Work required: Exclude all pictures, then restate the entries below word for word.

Data shown:
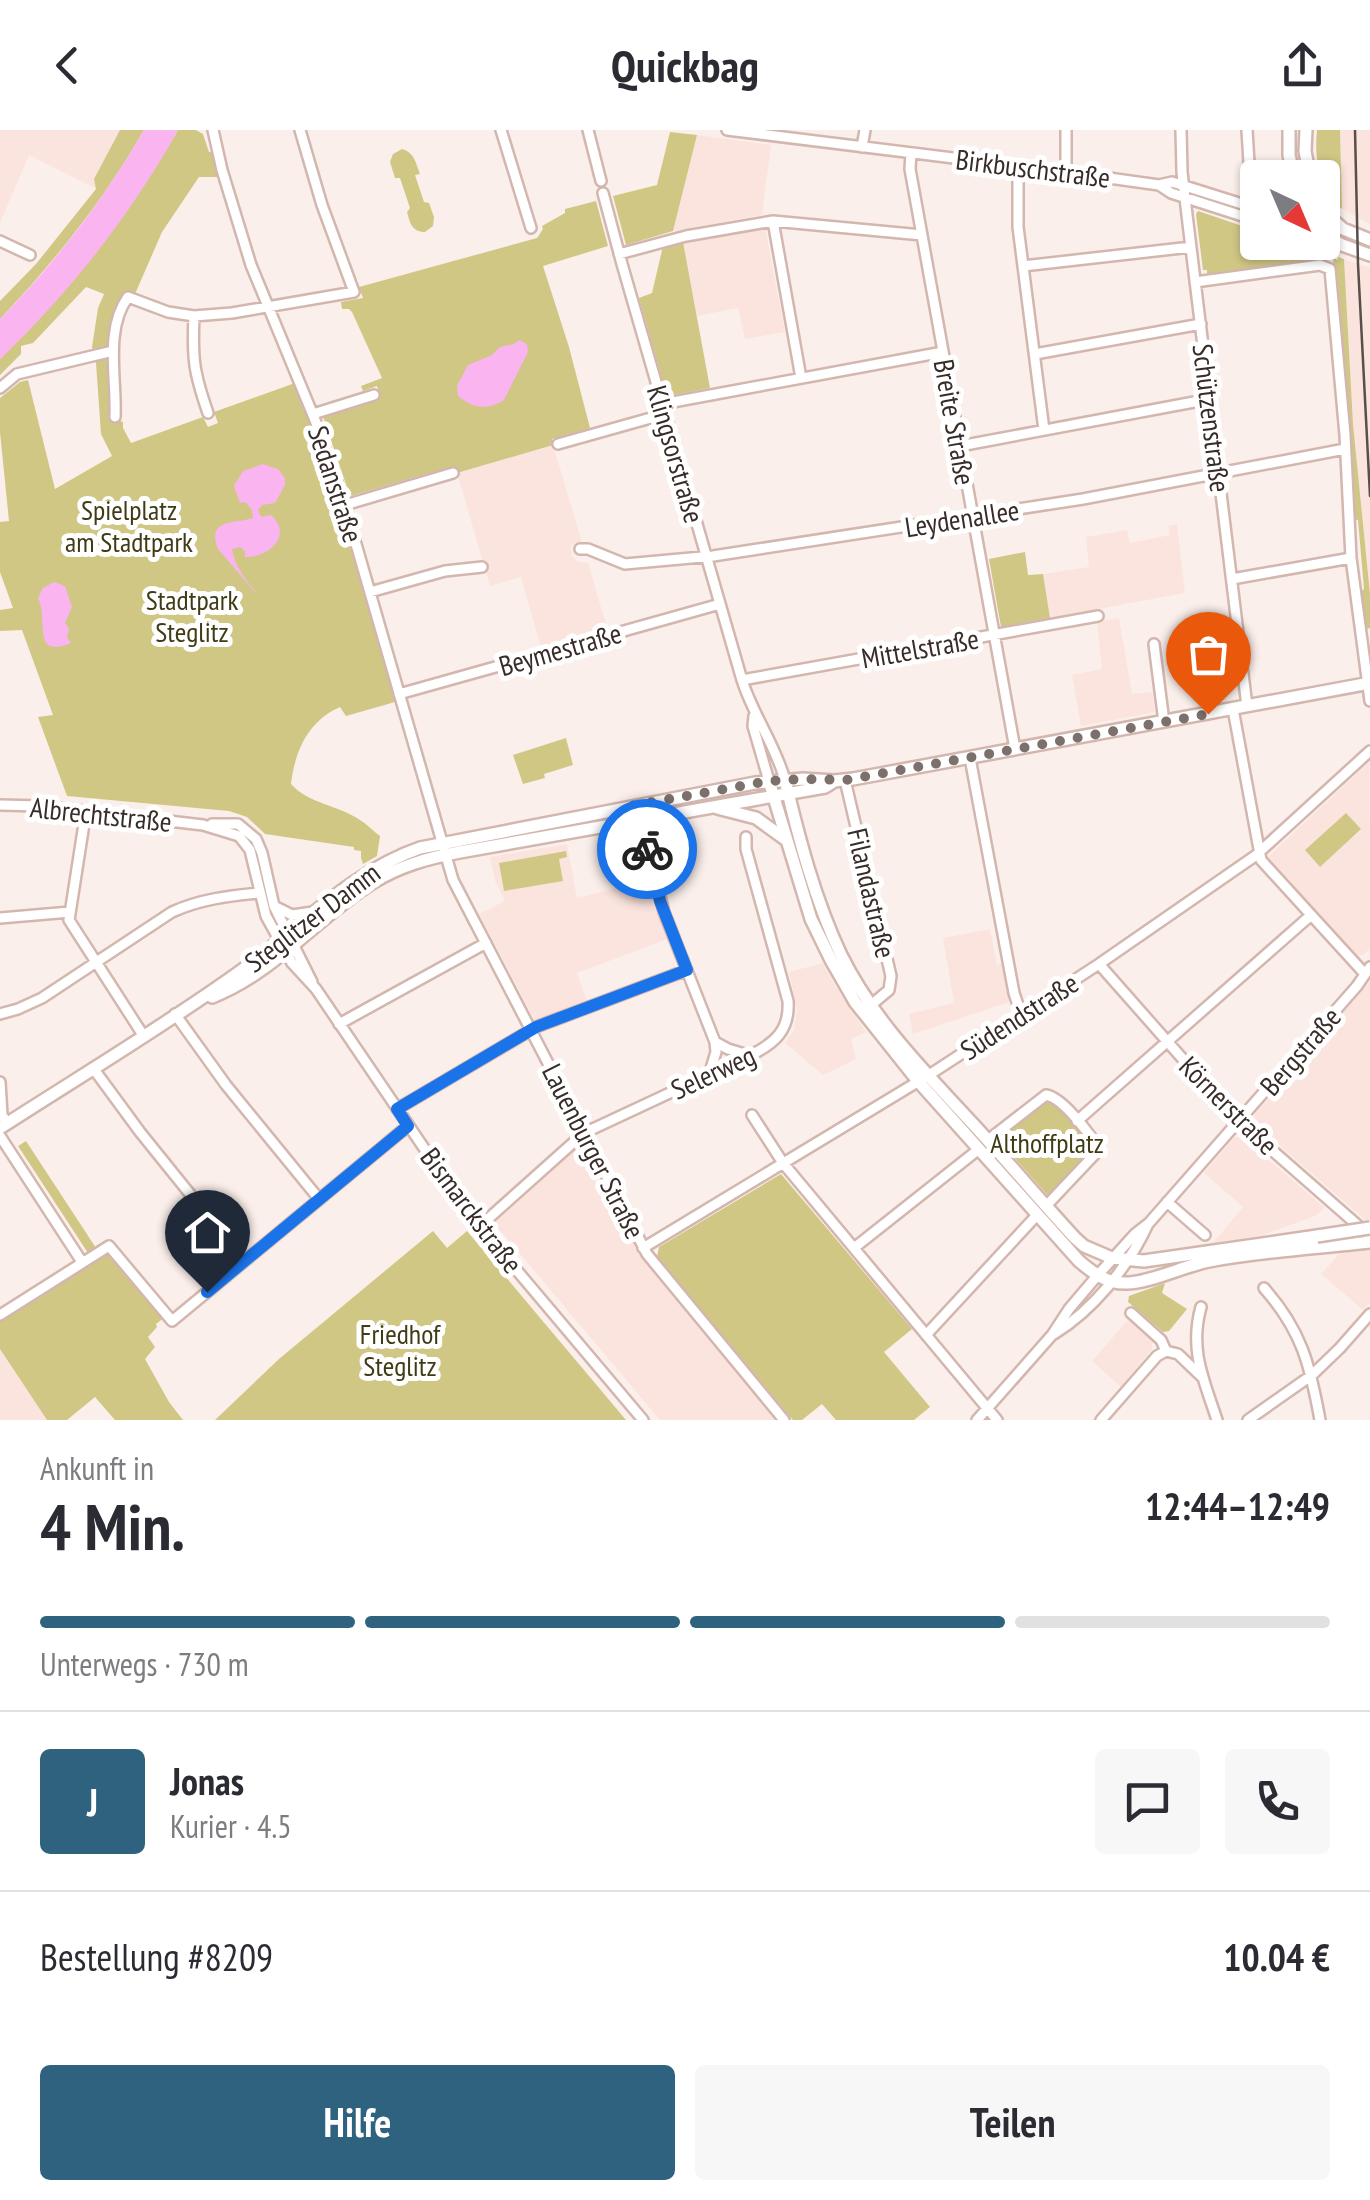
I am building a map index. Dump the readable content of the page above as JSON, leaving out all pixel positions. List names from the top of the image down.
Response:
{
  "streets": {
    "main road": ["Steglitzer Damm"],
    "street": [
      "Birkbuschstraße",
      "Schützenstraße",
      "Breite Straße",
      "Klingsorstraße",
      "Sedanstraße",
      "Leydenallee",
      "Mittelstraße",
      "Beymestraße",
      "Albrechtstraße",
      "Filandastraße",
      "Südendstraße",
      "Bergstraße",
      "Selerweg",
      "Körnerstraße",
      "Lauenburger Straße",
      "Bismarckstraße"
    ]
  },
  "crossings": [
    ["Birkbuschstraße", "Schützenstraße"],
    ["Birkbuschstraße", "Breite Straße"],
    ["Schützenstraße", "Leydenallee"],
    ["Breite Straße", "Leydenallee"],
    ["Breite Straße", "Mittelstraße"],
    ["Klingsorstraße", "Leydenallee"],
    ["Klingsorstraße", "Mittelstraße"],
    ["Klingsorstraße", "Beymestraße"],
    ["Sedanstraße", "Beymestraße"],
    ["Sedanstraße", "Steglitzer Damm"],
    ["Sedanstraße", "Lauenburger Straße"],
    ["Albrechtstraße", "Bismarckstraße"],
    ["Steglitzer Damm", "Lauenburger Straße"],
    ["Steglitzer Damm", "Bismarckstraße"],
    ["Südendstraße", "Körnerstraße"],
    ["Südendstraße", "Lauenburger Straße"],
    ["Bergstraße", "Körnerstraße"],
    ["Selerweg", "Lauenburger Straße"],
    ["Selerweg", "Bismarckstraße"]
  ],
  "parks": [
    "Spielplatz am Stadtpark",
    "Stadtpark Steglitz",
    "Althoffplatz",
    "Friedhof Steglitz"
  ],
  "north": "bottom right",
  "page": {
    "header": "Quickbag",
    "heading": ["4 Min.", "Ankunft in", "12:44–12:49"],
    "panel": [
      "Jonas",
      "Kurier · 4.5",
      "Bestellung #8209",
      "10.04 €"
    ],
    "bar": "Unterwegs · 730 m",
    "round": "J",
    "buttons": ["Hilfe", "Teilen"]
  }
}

Task result:
I am building a map index. Dump the readable content of the page above as JSON, leaving out all pixel positions. List names from the top of the image down.
Response:
{
  "streets": {
    "main road": ["Steglitzer Damm"],
    "street": [
      "Birkbuschstraße",
      "Schützenstraße",
      "Breite Straße",
      "Klingsorstraße",
      "Sedanstraße",
      "Leydenallee",
      "Mittelstraße",
      "Beymestraße",
      "Albrechtstraße",
      "Filandastraße",
      "Südendstraße",
      "Bergstraße",
      "Selerweg",
      "Körnerstraße",
      "Lauenburger Straße",
      "Bismarckstraße"
    ]
  },
  "crossings": [
    ["Birkbuschstraße", "Schützenstraße"],
    ["Birkbuschstraße", "Breite Straße"],
    ["Schützenstraße", "Leydenallee"],
    ["Breite Straße", "Leydenallee"],
    ["Breite Straße", "Mittelstraße"],
    ["Klingsorstraße", "Leydenallee"],
    ["Klingsorstraße", "Mittelstraße"],
    ["Klingsorstraße", "Beymestraße"],
    ["Sedanstraße", "Beymestraße"],
    ["Sedanstraße", "Steglitzer Damm"],
    ["Sedanstraße", "Lauenburger Straße"],
    ["Albrechtstraße", "Bismarckstraße"],
    ["Steglitzer Damm", "Lauenburger Straße"],
    ["Steglitzer Damm", "Bismarckstraße"],
    ["Südendstraße", "Körnerstraße"],
    ["Südendstraße", "Lauenburger Straße"],
    ["Bergstraße", "Körnerstraße"],
    ["Selerweg", "Lauenburger Straße"],
    ["Selerweg", "Bismarckstraße"]
  ],
  "parks": [
    "Spielplatz am Stadtpark",
    "Stadtpark Steglitz",
    "Althoffplatz",
    "Friedhof Steglitz"
  ],
  "north": "bottom right",
  "page": {
    "header": "Quickbag",
    "heading": ["4 Min.", "Ankunft in", "12:44–12:49"],
    "panel": [
      "Jonas",
      "Kurier · 4.5",
      "Bestellung #8209",
      "10.04 €"
    ],
    "bar": "Unterwegs · 730 m",
    "round": "J",
    "buttons": ["Hilfe", "Teilen"]
  }
}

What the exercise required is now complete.